*** Material provided Section Begins ***
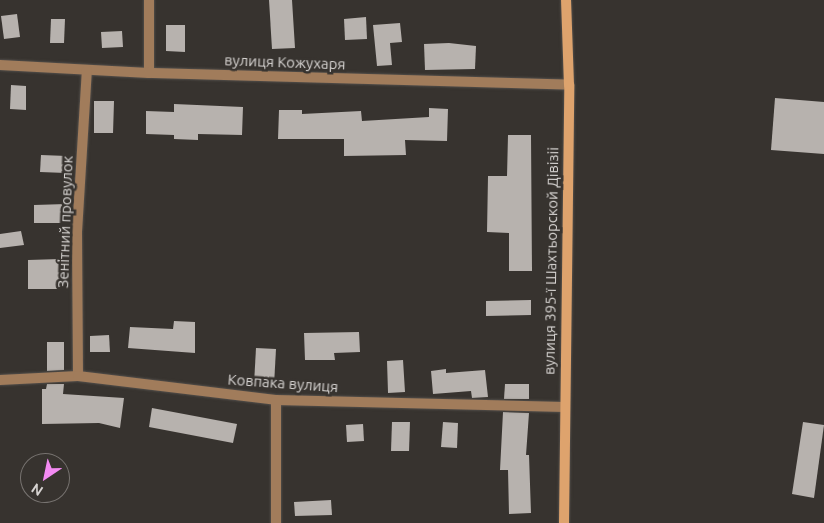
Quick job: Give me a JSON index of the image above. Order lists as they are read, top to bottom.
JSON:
{
  "streets": {
    "street": [
      "вулиця Кожухаря",
      "Зенітний провулок",
      "вулиця 395-ї Шахтьорской Дівізіі",
      "Ковпака вулиця"
    ]
  },
  "crossings": [
    ["вулиця Кожухаря", "Зенітний провулок"],
    ["вулиця Кожухаря", "вулиця 395-ї Шахтьорской Дівізіі"],
    ["Зенітний провулок", "Ковпака вулиця"],
    ["вулиця 395-ї Шахтьорской Дівізіі", "Ковпака вулиця"]
  ],
  "north": "bottom left"
}
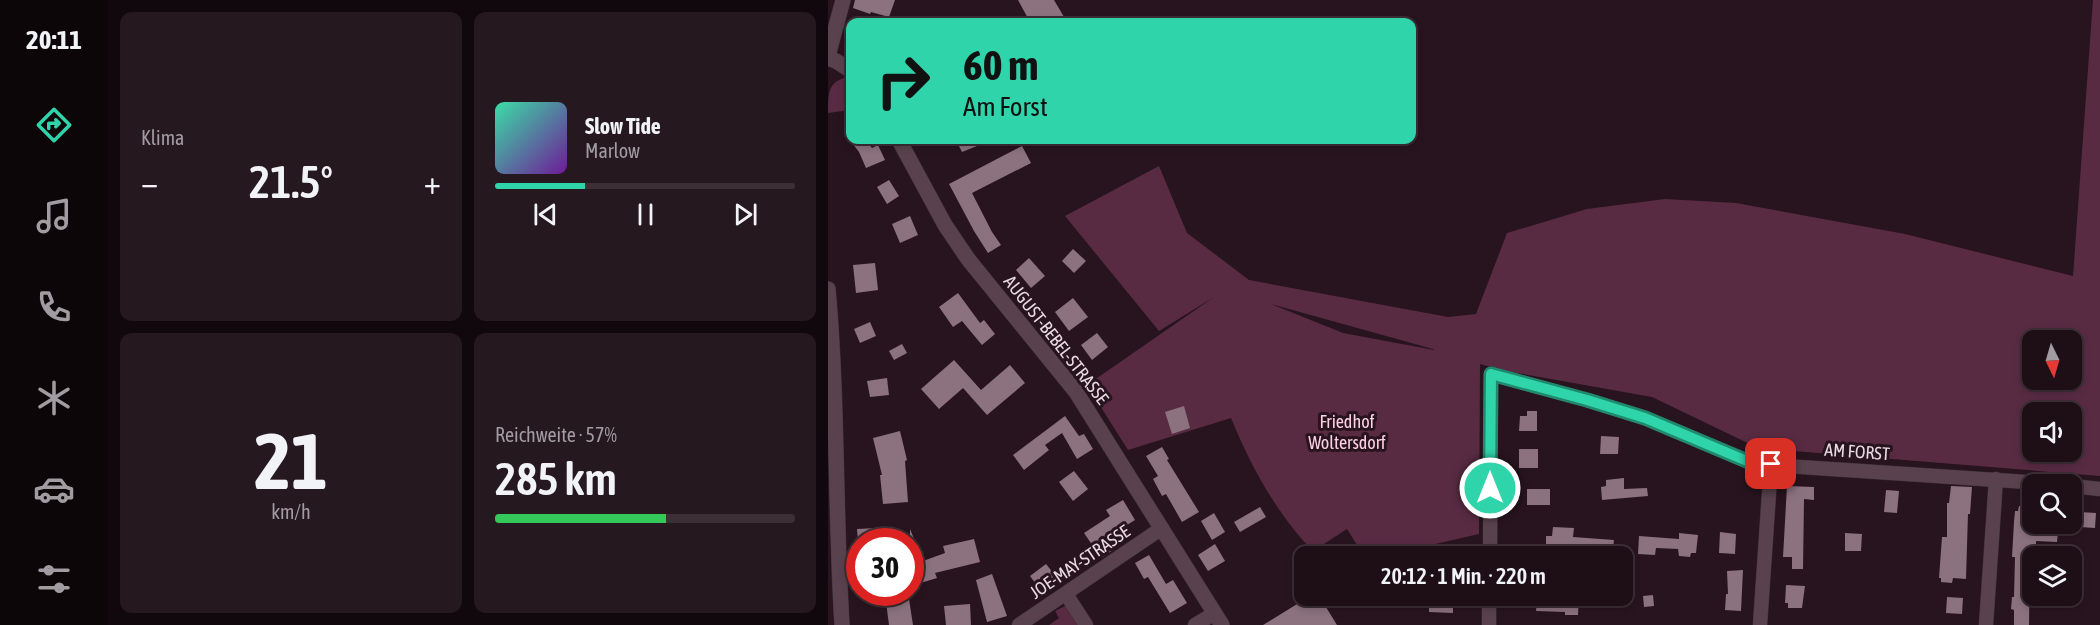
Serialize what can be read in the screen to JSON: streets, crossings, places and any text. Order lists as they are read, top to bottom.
{
  "streets": {
    "street": ["AUGUST-BEBEL-STRASSE", "AM FORST", "JOE-MAY-STRASSE"]
  },
  "crossings": [
    ["AUGUST-BEBEL-STRASSE", "JOE-MAY-STRASSE"]
  ],
  "parks": ["Friedhof Woltersdorf"],
  "north": "bottom",
  "page": {
    "tabs": "20:11",
    "tile": [
      "Klima",
      ["21", "km/h"],
      ["Reichweite · 57%", "285 km"]
    ],
    "turn": ["60 m", "Am Forst"],
    "song": ["Slow Tide", "Marlow"],
    "heat": ["−", "21.5°", "+"],
    "limit": "30",
    "trip": "20:12 · 1 Min. · 220 m"
  }
}
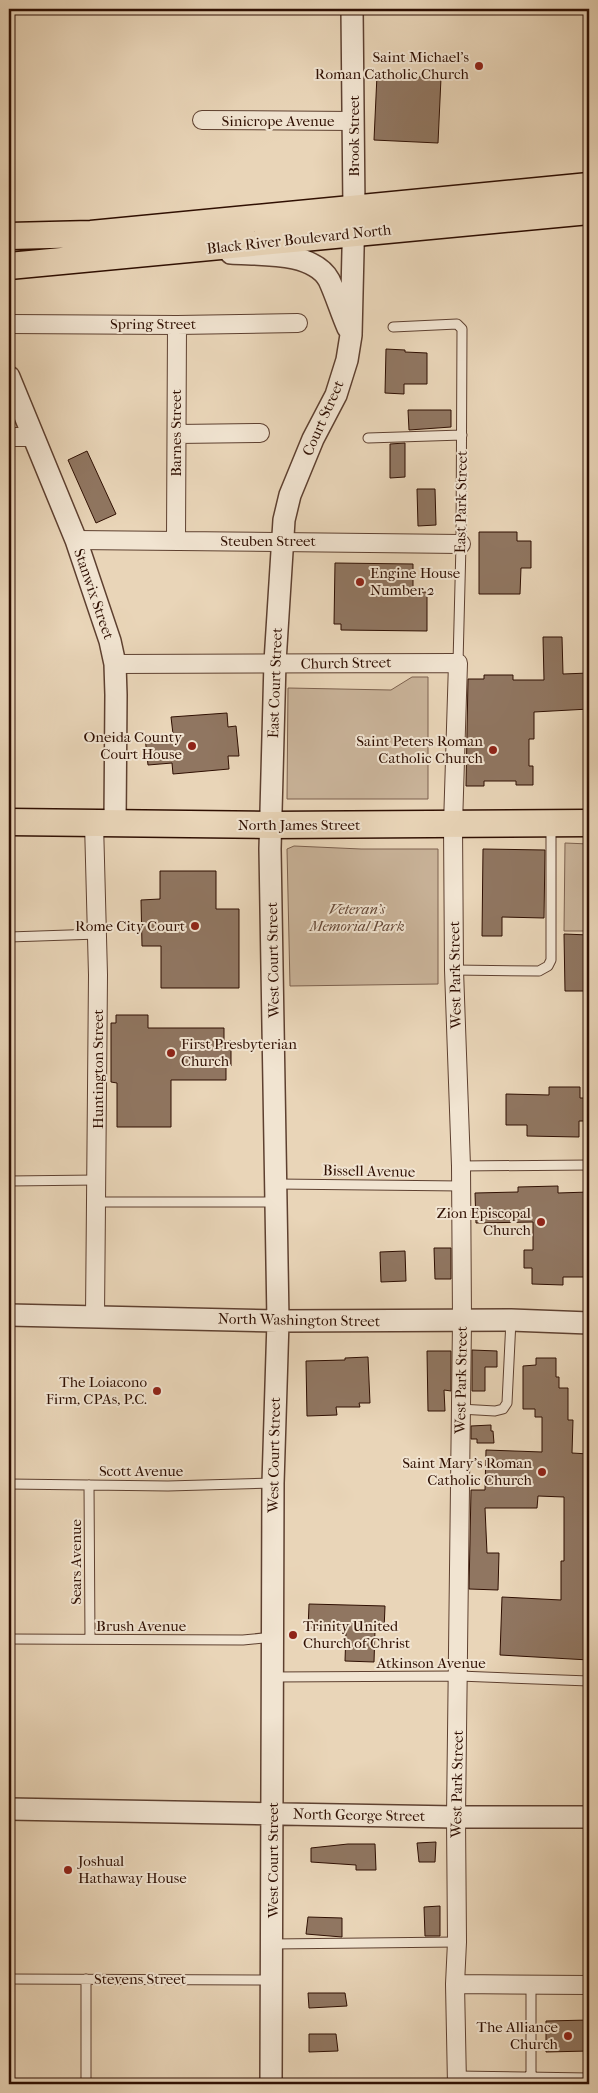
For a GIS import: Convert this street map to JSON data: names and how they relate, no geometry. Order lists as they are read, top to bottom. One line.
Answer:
{"streets":{"main road":["Black River Boulevard North","North James Street"],"street":["Sinicrope Avenue","Brook Street","Spring Street","Court Street","Barnes Street","East Park Street","Steuben Street","Stanwix Street","Church Street","East Court Street","West Court Street","West Park Street","Huntington Street","North Washington Street","North George Street"],"lane":["Bissell Avenue","Scott Avenue","Sears Avenue","Brush Avenue","Atkinson Avenue","Stevens Street"]},"crossings":[["Sinicrope Avenue","Brook Street"],["Brook Street","Black River Boulevard North"],["Brook Street","Court Street"],["Black River Boulevard North","Court Street"],["Spring Street","Barnes Street"],["Court Street","Steuben Street"],["Court Street","East Court Street"],["Barnes Street","Steuben Street"],["East Park Street","Steuben Street"],["East Park Street","Church Street"],["East Park Street","North James Street"],["East Park Street","West Park Street"],["Steuben Street","Stanwix Street"],["Steuben Street","East Court Street"],["Stanwix Street","Church Street"],["Stanwix Street","North James Street"],["Stanwix Street","Huntington Street"],["Church Street","East Court Street"],["East Court Street","North James Street"],["East Court Street","West Court Street"],["North James Street","West Court Street"],["North James Street","West Park Street"],["North James Street","Huntington Street"],["West Court Street","Bissell Avenue"],["West Court Street","North Washington Street"],["West Court Street","Scott Avenue"],["West Court Street","Brush Avenue"],["West Court Street","Atkinson Avenue"],["West Court Street","North George Street"],["West Court Street","Stevens Street"],["West Park Street","Bissell Avenue"],["West Park Street","North Washington Street"],["West Park Street","Atkinson Avenue"],["West Park Street","North George Street"],["Huntington Street","Bissell Avenue"],["Huntington Street","North Washington Street"],["Scott Avenue","Sears Avenue"],["Sears Avenue","Brush Avenue"]],"parks":["Veteran's Memorial Park"],"places":["Saint Michael's Roman Catholic Church","Engine House Number 2","Oneida County Court House","Saint Peters Roman Catholic Church","Rome City Court","First Presbyterian Church","Zion Episcopal Church","The Loiacono Firm, CPAs, P.C.","Saint Mary's Roman Catholic Church","Trinity United Church of Christ","Joshual Hathaway House","The Alliance Church"]}
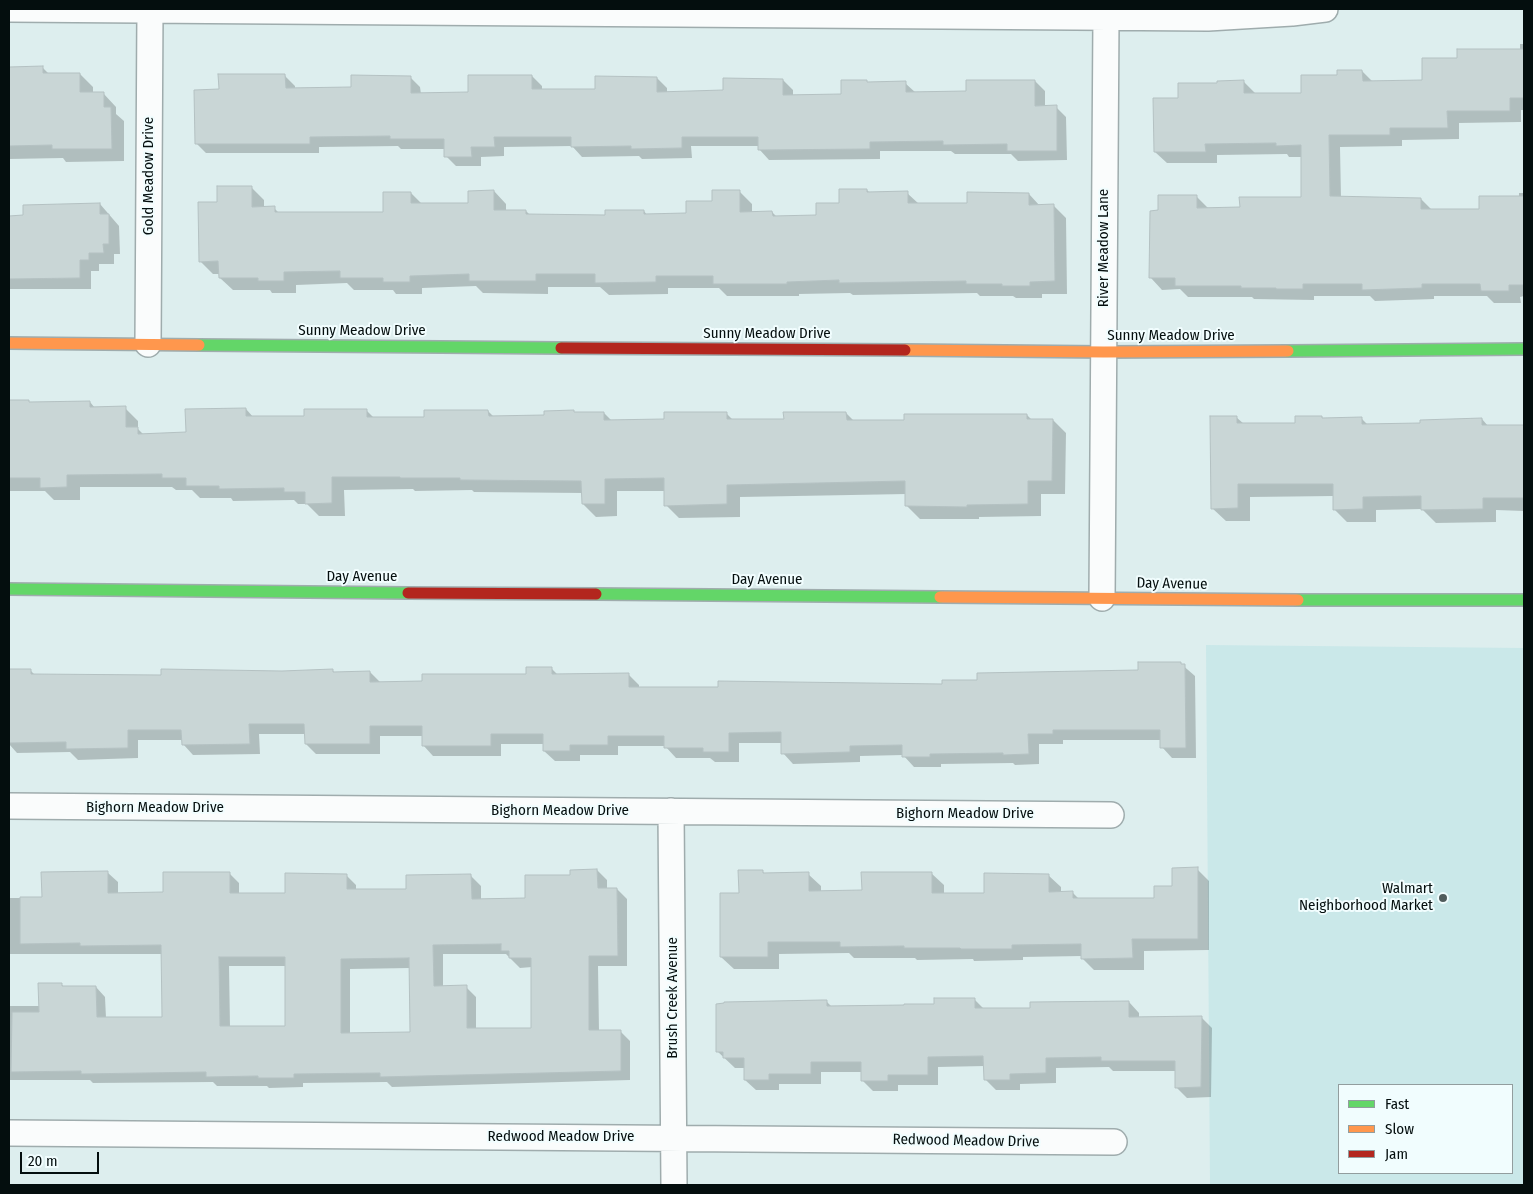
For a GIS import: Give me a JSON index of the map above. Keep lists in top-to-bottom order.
{
  "streets": {
    "street": [
      "Gold Meadow Drive",
      "River Meadow Lane",
      "Sunny Meadow Drive",
      "Day Avenue",
      "Bighorn Meadow Drive",
      "Brush Creek Avenue",
      "Redwood Meadow Drive"
    ]
  },
  "crossings": [
    ["Gold Meadow Drive", "Sunny Meadow Drive"],
    ["River Meadow Lane", "Sunny Meadow Drive"],
    ["River Meadow Lane", "Day Avenue"],
    ["Bighorn Meadow Drive", "Brush Creek Avenue"],
    ["Brush Creek Avenue", "Redwood Meadow Drive"]
  ],
  "places": ["Walmart Neighborhood Market"],
  "legend": ["Fast", "Slow", "Jam"],
  "scale_bar": "20 m"
}
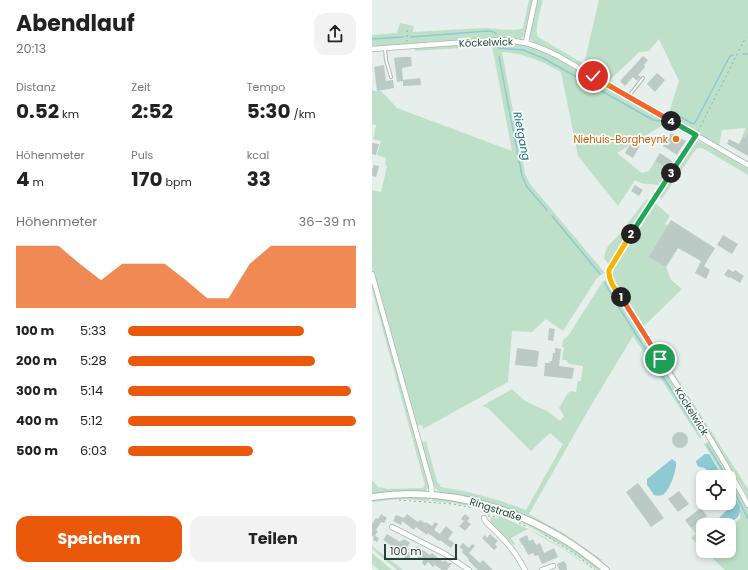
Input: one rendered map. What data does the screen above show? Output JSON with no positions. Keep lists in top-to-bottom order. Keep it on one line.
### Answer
{"streets":{"main road":["Ringstraße"],"street":["Köckelwick"]},"water":["Rietgang"],"places":["Niehuis-Borgheynk"],"scale_bar":"100 m","page":{"heading":["Abendlauf","20:13"],"stats":[["Distanz","0.52 km"],["Zeit","2:52"],["Tempo","5:30 /km"],["Höhenmeter","4 m"],["Puls","170 bpm"],["kcal","33"]],"pins":["4","3","2","1"],"chart":["Höhenmeter","36–39 m"],"list":[{"name":"100 m","note":"5:33"},{"name":"200 m","note":"5:28"},{"name":"300 m","note":"5:14"},{"name":"400 m","note":"5:12"},{"name":"500 m","note":"6:03"}],"buttons":["Speichern","Teilen"],"scale":"100 m"}}
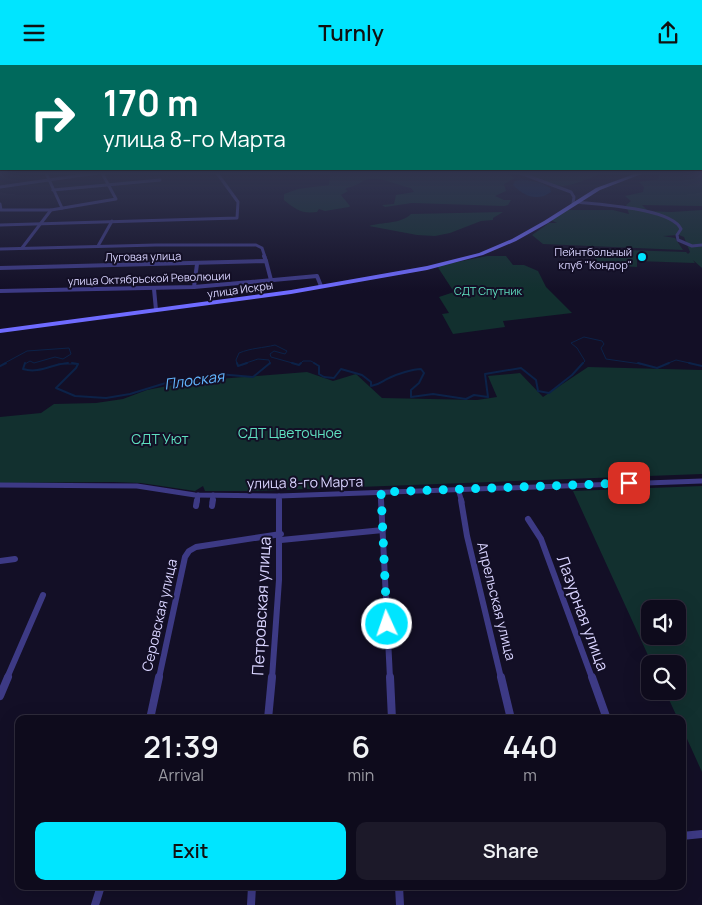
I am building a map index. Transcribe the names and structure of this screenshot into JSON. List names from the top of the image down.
{
  "streets": {
    "main road": ["улица Искры"],
    "street": [
      "Луговая улица",
      "улица Октябрьской Революции",
      "улица 8-го Марта",
      "Апрельская улица",
      "Петровская улица",
      "Лазурная улица",
      "Серовская улица"
    ]
  },
  "crossings": [
    ["улица Октябрьской Революции", "улица Искры"],
    ["улица 8-го Марта", "Апрельская улица"],
    ["улица 8-го Марта", "Петровская улица"],
    ["Петровская улица", "Серовская улица"]
  ],
  "water": ["Плоская"],
  "parks": ["СДТ Спутник", "СДТ Цветочное", "СДТ Уют"],
  "places": ["Пейнтбольный клуб \"Кондор\""],
  "page": {
    "header": "Turnly",
    "turn": ["170 m", "улица 8-го Марта"],
    "eta": [
      "21:39",
      "Arrival",
      "6",
      "min",
      "440",
      "m"
    ],
    "buttons": ["Exit", "Share"]
  }
}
*** Material provided Section Ends ***
Word for word, return the material above, but drop the pictures.

Quick job: Give me a JSON index of the image above. Order lists as they are read, top to bottom.
JSON:
{
  "streets": {
    "street": [
      "вулиця Кожухаря",
      "Зенітний провулок",
      "вулиця 395-ї Шахтьорской Дівізіі",
      "Ковпака вулиця"
    ]
  },
  "crossings": [
    ["вулиця Кожухаря", "Зенітний провулок"],
    ["вулиця Кожухаря", "вулиця 395-ї Шахтьорской Дівізіі"],
    ["Зенітний провулок", "Ковпака вулиця"],
    ["вулиця 395-ї Шахтьорской Дівізіі", "Ковпака вулиця"]
  ],
  "north": "bottom left"
}
Serialize what can be read in the screen to JSON: streets, crossings, places and any text. Order lists as they are read, top to bottom.
{
  "streets": {
    "street": ["AUGUST-BEBEL-STRASSE", "AM FORST", "JOE-MAY-STRASSE"]
  },
  "crossings": [
    ["AUGUST-BEBEL-STRASSE", "JOE-MAY-STRASSE"]
  ],
  "parks": ["Friedhof Woltersdorf"],
  "north": "bottom",
  "page": {
    "tabs": "20:11",
    "tile": [
      "Klima",
      ["21", "km/h"],
      ["Reichweite · 57%", "285 km"]
    ],
    "turn": ["60 m", "Am Forst"],
    "song": ["Slow Tide", "Marlow"],
    "heat": ["−", "21.5°", "+"],
    "limit": "30",
    "trip": "20:12 · 1 Min. · 220 m"
  }
}
For a GIS import: Convert this street map to JSON data: names and how they relate, no geometry. Order lists as they are read, top to bottom. One line.
Answer:
{"streets":{"main road":["Black River Boulevard North","North James Street"],"street":["Sinicrope Avenue","Brook Street","Spring Street","Court Street","Barnes Street","East Park Street","Steuben Street","Stanwix Street","Church Street","East Court Street","West Court Street","West Park Street","Huntington Street","North Washington Street","North George Street"],"lane":["Bissell Avenue","Scott Avenue","Sears Avenue","Brush Avenue","Atkinson Avenue","Stevens Street"]},"crossings":[["Sinicrope Avenue","Brook Street"],["Brook Street","Black River Boulevard North"],["Brook Street","Court Street"],["Black River Boulevard North","Court Street"],["Spring Street","Barnes Street"],["Court Street","Steuben Street"],["Court Street","East Court Street"],["Barnes Street","Steuben Street"],["East Park Street","Steuben Street"],["East Park Street","Church Street"],["East Park Street","North James Street"],["East Park Street","West Park Street"],["Steuben Street","Stanwix Street"],["Steuben Street","East Court Street"],["Stanwix Street","Church Street"],["Stanwix Street","North James Street"],["Stanwix Street","Huntington Street"],["Church Street","East Court Street"],["East Court Street","North James Street"],["East Court Street","West Court Street"],["North James Street","West Court Street"],["North James Street","West Park Street"],["North James Street","Huntington Street"],["West Court Street","Bissell Avenue"],["West Court Street","North Washington Street"],["West Court Street","Scott Avenue"],["West Court Street","Brush Avenue"],["West Court Street","Atkinson Avenue"],["West Court Street","North George Street"],["West Court Street","Stevens Street"],["West Park Street","Bissell Avenue"],["West Park Street","North Washington Street"],["West Park Street","Atkinson Avenue"],["West Park Street","North George Street"],["Huntington Street","Bissell Avenue"],["Huntington Street","North Washington Street"],["Scott Avenue","Sears Avenue"],["Sears Avenue","Brush Avenue"]],"parks":["Veteran's Memorial Park"],"places":["Saint Michael's Roman Catholic Church","Engine House Number 2","Oneida County Court House","Saint Peters Roman Catholic Church","Rome City Court","First Presbyterian Church","Zion Episcopal Church","The Loiacono Firm, CPAs, P.C.","Saint Mary's Roman Catholic Church","Trinity United Church of Christ","Joshual Hathaway House","The Alliance Church"]}
For a GIS import: Give me a JSON index of the map above. Keep lists in top-to-bottom order.
{
  "streets": {
    "street": [
      "Gold Meadow Drive",
      "River Meadow Lane",
      "Sunny Meadow Drive",
      "Day Avenue",
      "Bighorn Meadow Drive",
      "Brush Creek Avenue",
      "Redwood Meadow Drive"
    ]
  },
  "crossings": [
    ["Gold Meadow Drive", "Sunny Meadow Drive"],
    ["River Meadow Lane", "Sunny Meadow Drive"],
    ["River Meadow Lane", "Day Avenue"],
    ["Bighorn Meadow Drive", "Brush Creek Avenue"],
    ["Brush Creek Avenue", "Redwood Meadow Drive"]
  ],
  "places": ["Walmart Neighborhood Market"],
  "legend": ["Fast", "Slow", "Jam"],
  "scale_bar": "20 m"
}
Input: one rendered map. What data does the screen above show? Output JSON with no positions. Keep lists in top-to-bottom order. Keep it on one line.
### Answer
{"streets":{"main road":["Ringstraße"],"street":["Köckelwick"]},"water":["Rietgang"],"places":["Niehuis-Borgheynk"],"scale_bar":"100 m","page":{"heading":["Abendlauf","20:13"],"stats":[["Distanz","0.52 km"],["Zeit","2:52"],["Tempo","5:30 /km"],["Höhenmeter","4 m"],["Puls","170 bpm"],["kcal","33"]],"pins":["4","3","2","1"],"chart":["Höhenmeter","36–39 m"],"list":[{"name":"100 m","note":"5:33"},{"name":"200 m","note":"5:28"},{"name":"300 m","note":"5:14"},{"name":"400 m","note":"5:12"},{"name":"500 m","note":"6:03"}],"buttons":["Speichern","Teilen"],"scale":"100 m"}}
I am building a map index. Transcribe the names and structure of this screenshot into JSON. List names from the top of the image down.
{
  "streets": {
    "main road": ["улица Искры"],
    "street": [
      "Луговая улица",
      "улица Октябрьской Революции",
      "улица 8-го Марта",
      "Апрельская улица",
      "Петровская улица",
      "Лазурная улица",
      "Серовская улица"
    ]
  },
  "crossings": [
    ["улица Октябрьской Революции", "улица Искры"],
    ["улица 8-го Марта", "Апрельская улица"],
    ["улица 8-го Марта", "Петровская улица"],
    ["Петровская улица", "Серовская улица"]
  ],
  "water": ["Плоская"],
  "parks": ["СДТ Спутник", "СДТ Цветочное", "СДТ Уют"],
  "places": ["Пейнтбольный клуб \"Кондор\""],
  "page": {
    "header": "Turnly",
    "turn": ["170 m", "улица 8-го Марта"],
    "eta": [
      "21:39",
      "Arrival",
      "6",
      "min",
      "440",
      "m"
    ],
    "buttons": ["Exit", "Share"]
  }
}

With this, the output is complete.